ワインスペシャリストの仕事は、オークションに出品されるワインの価値を決めることである。

「出品されるワインの銘柄、ヴィンテージ、状態などを見て、基準となる価格を決めるのがワインスペシャリストの役割です。ワインセラーに行って大量のワインを一本一本チェックしていく地味で体力勝負の仕事でした」

渡辺順子氏

テイスティングをして、保存状態を確認することもワインスペシャリストの役目だ。10年近いその仕事の中で口にしたワインは膨大な数に上るという。「日本人でロマネ・コンティを一番飲んでいるのは私だと思います」と笑う。

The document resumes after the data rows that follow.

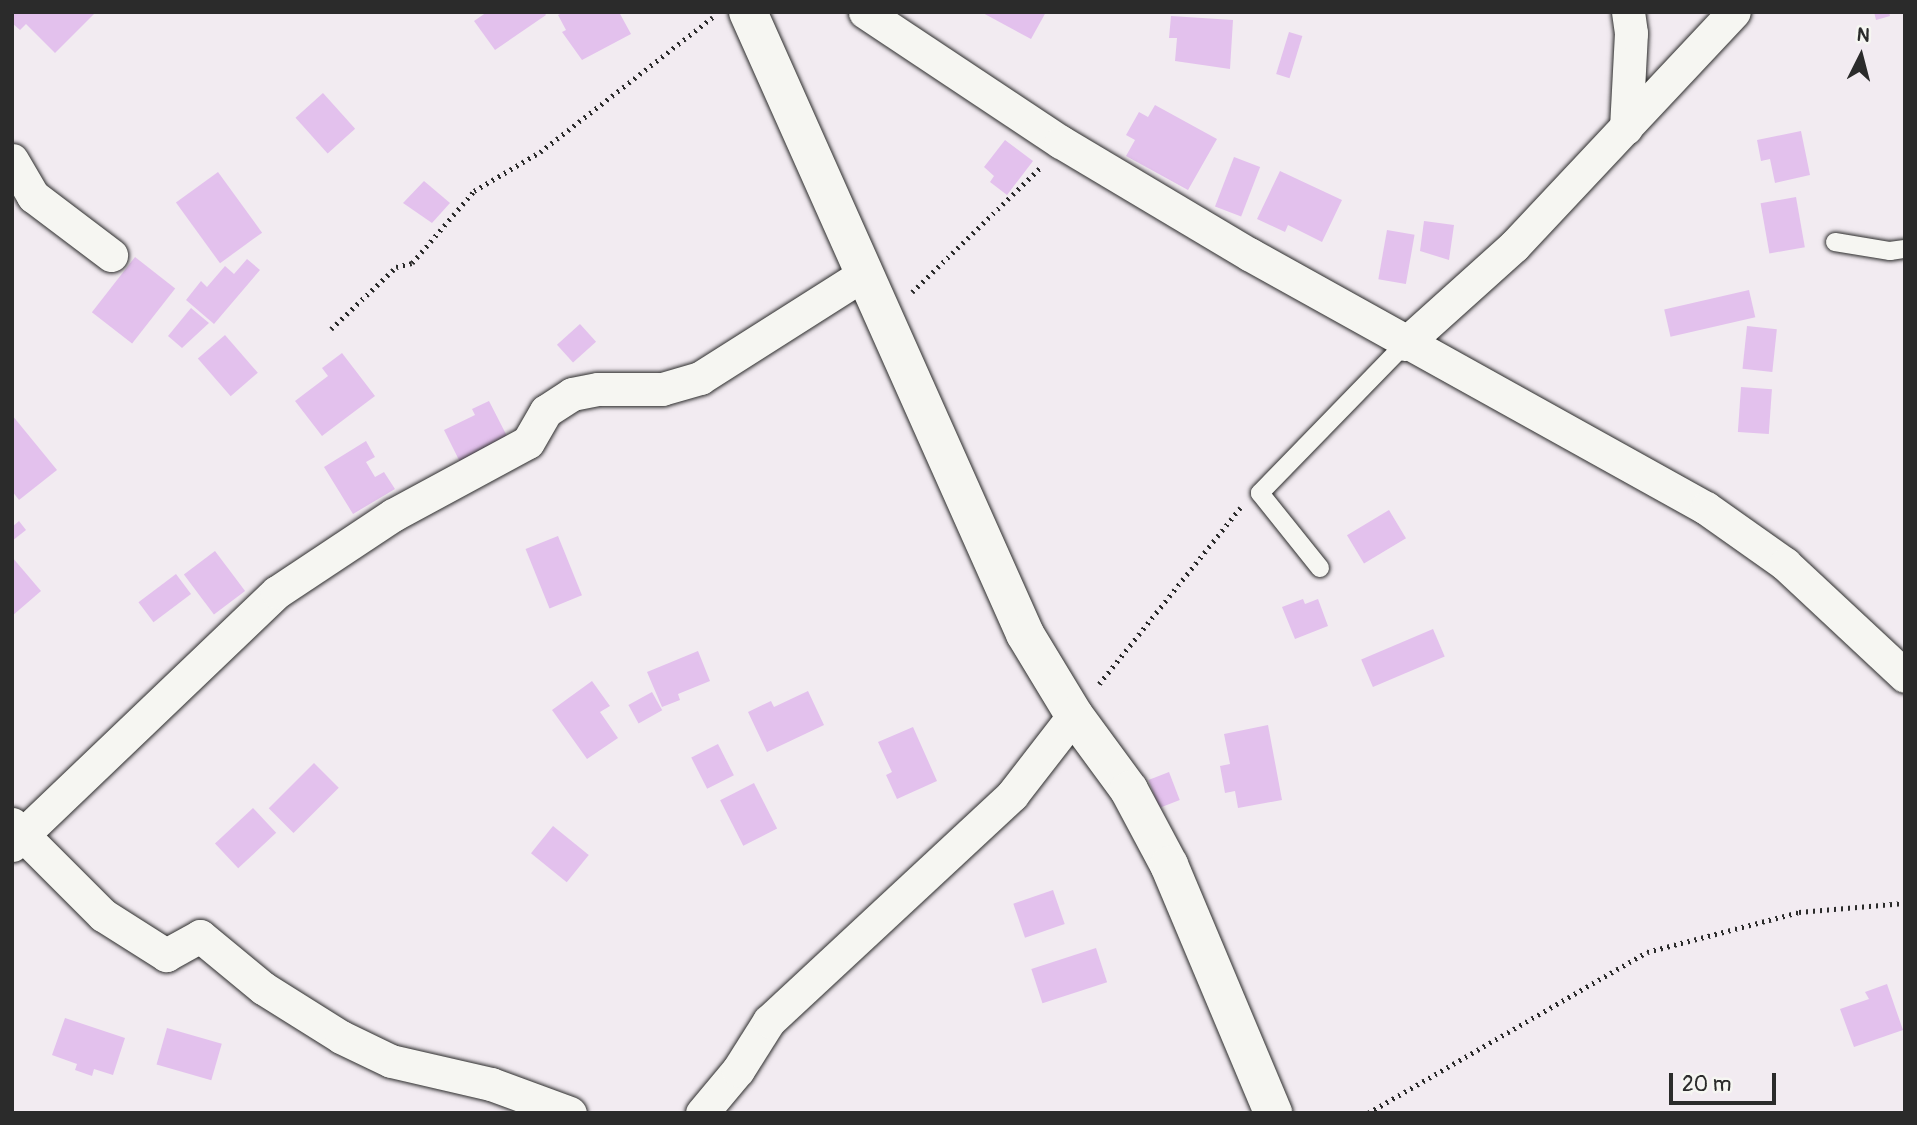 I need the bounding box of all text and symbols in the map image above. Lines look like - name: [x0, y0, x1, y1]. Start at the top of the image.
- north arrow: [1826, 21, 1896, 91]
- text: N: [1856, 23, 1871, 48]
- scale bar: [1672, 1058, 1779, 1102]
- text: 20 m: [1682, 1071, 1731, 1098] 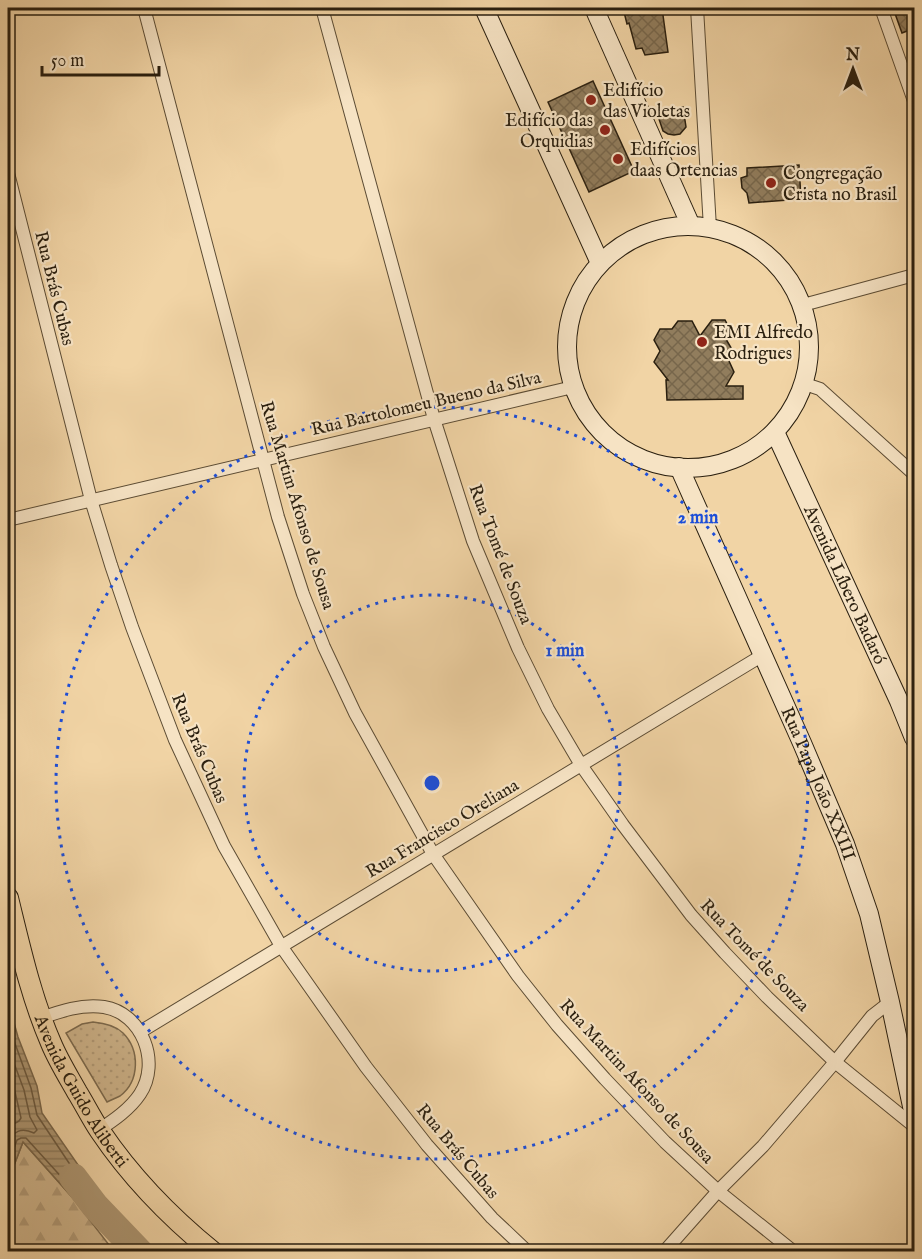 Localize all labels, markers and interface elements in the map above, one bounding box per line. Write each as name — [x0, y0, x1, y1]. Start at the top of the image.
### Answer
scale bar — [42, 39, 159, 77]
north arrow — [823, 39, 883, 99]
text: N — [845, 46, 860, 66]
text: 50 m — [51, 50, 84, 73]
place label: Edifício das Violetas — [603, 80, 690, 124]
marker: Edifício das Violetas — [584, 93, 598, 107]
place label: Edifício das Orquidias — [505, 110, 593, 154]
marker: Edifício das Orquidias — [598, 123, 612, 137]
place label: Edifícios daas Ortencias — [630, 139, 738, 183]
marker: Edifícios daas Ortencias — [611, 152, 625, 166]
place label: Congregação Crista no Brasil — [783, 163, 897, 207]
marker: Congregação Crista no Brasil — [764, 176, 778, 190]
street label: Rua Brás Cubas — [28, 229, 79, 348]
place label: EMI Alfredo Rodrigues — [714, 322, 813, 366]
marker: EMI Alfredo Rodrigues — [695, 335, 709, 349]
street label: Rua Bartolomeu Bueno da Silva — [309, 367, 544, 442]
street label: Rua Martim Afonso de Sousa — [254, 398, 339, 613]
street label: Rua Tomé de Souza — [462, 481, 537, 628]
street label: Avenida Líbero Badaró — [797, 501, 891, 669]
text: 2 min — [678, 507, 719, 530]
text: 1 min — [546, 640, 585, 663]
street label: Rua Brás Cubas — [165, 690, 232, 807]
street label: Rua Papa João XXIII — [774, 704, 860, 864]
centre of rings — [422, 773, 442, 793]
street label: Rua Francisco Oreliana — [362, 774, 524, 884]
street label: Rua Tomé de Souza — [694, 895, 814, 1017]
street label: Rua Martim Afonso de Sousa — [554, 995, 718, 1169]
street label: Avenida Guido Aliberti — [28, 1011, 133, 1173]
street label: Rua Brás Cubas — [410, 1100, 503, 1204] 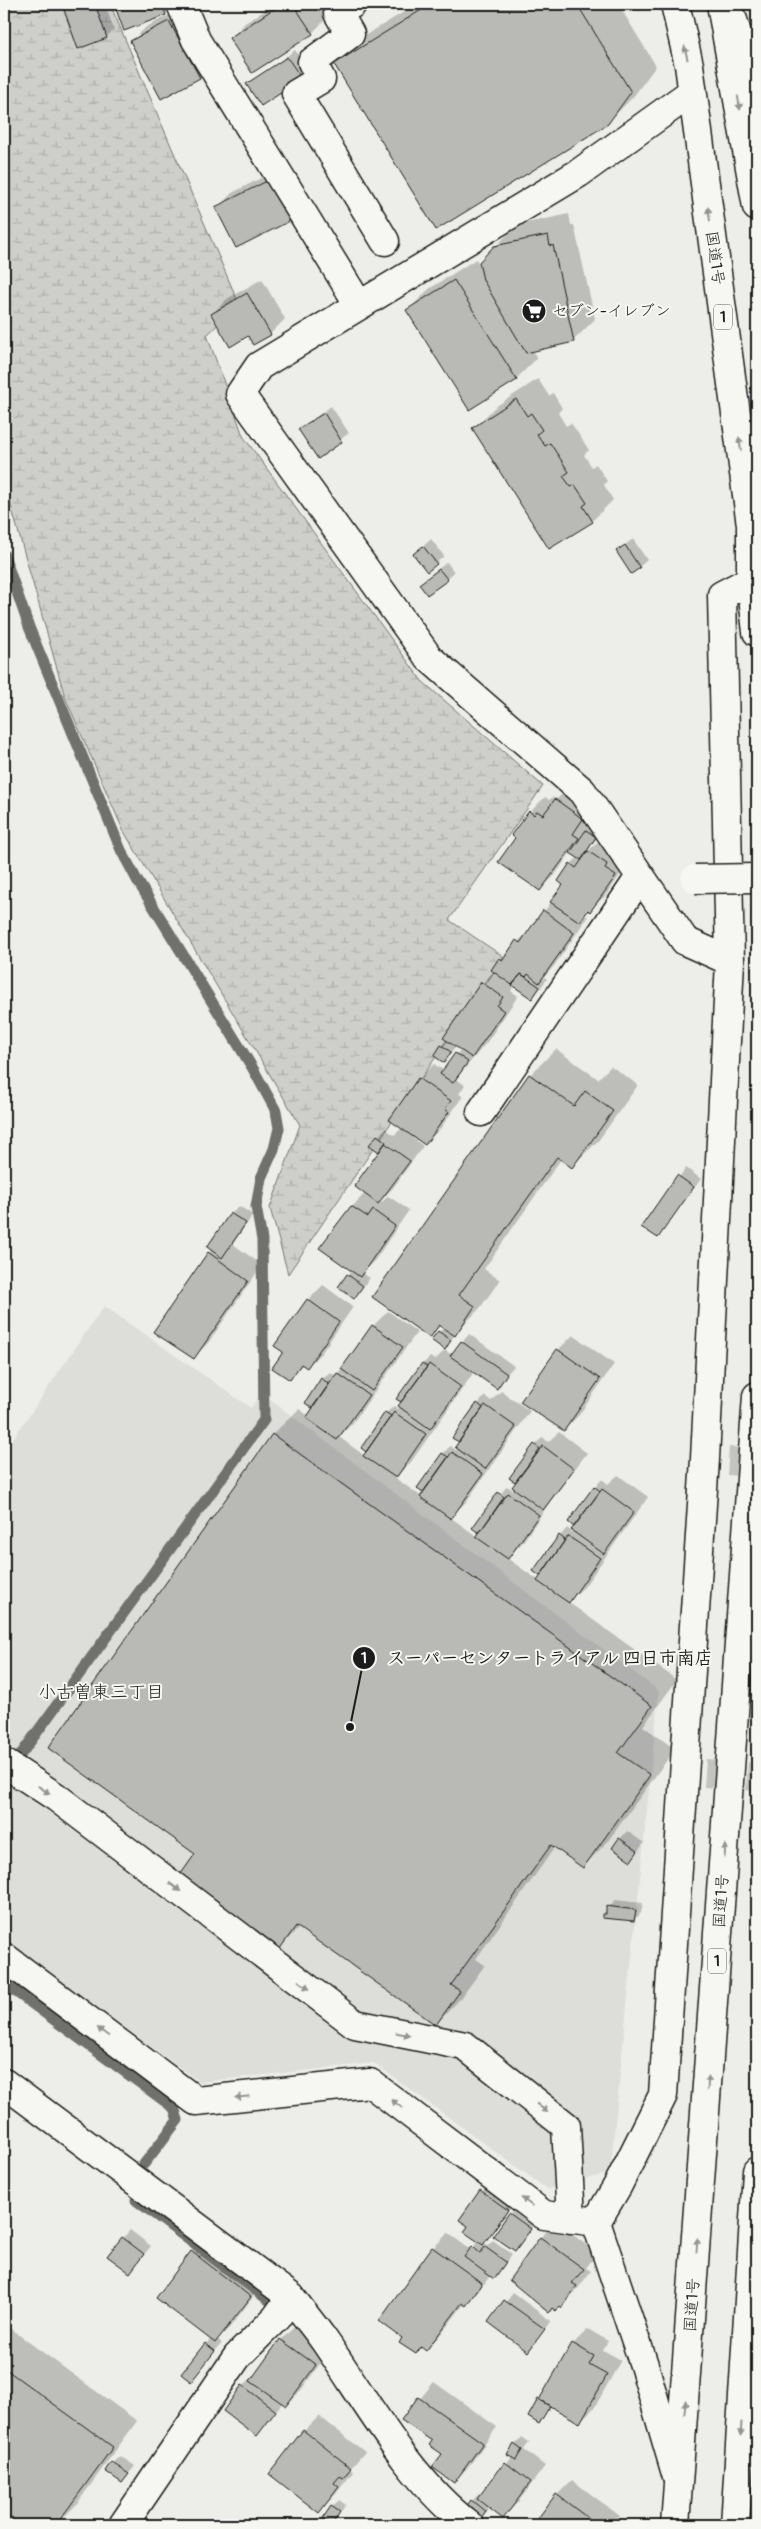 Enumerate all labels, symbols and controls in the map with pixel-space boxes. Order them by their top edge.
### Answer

地道な努力はオークションの華やかな場で報われることになる。自分が値踏みしたワインに多くの入札が集まり、当初の価格から3倍、4倍の値で落札される。それがオークショニア(競売人)の醍醐味だと渡辺氏は言う。

「単においしいというだけでなく、価値が数字として明確に表れる。それがワインオークションの面白さです」

毎日がとても充実していたというその仕事を辞めて活動の場を日本に移したのは、「日本にワイン文化を伝えていく」という新たな目標が見えたからだ。きっかけは、2007年頃に韓国で起こった高級ワインブームだった。個人のワイン愛好家が当たり前のようにオークションでワインを競り落とすのを見て、日本でも多くの人が適正な価格でワインを手に入れられるようになってほしい、そしてワインの素晴らしさをもっと多くの日本人に知ってほしいと考えるようになった。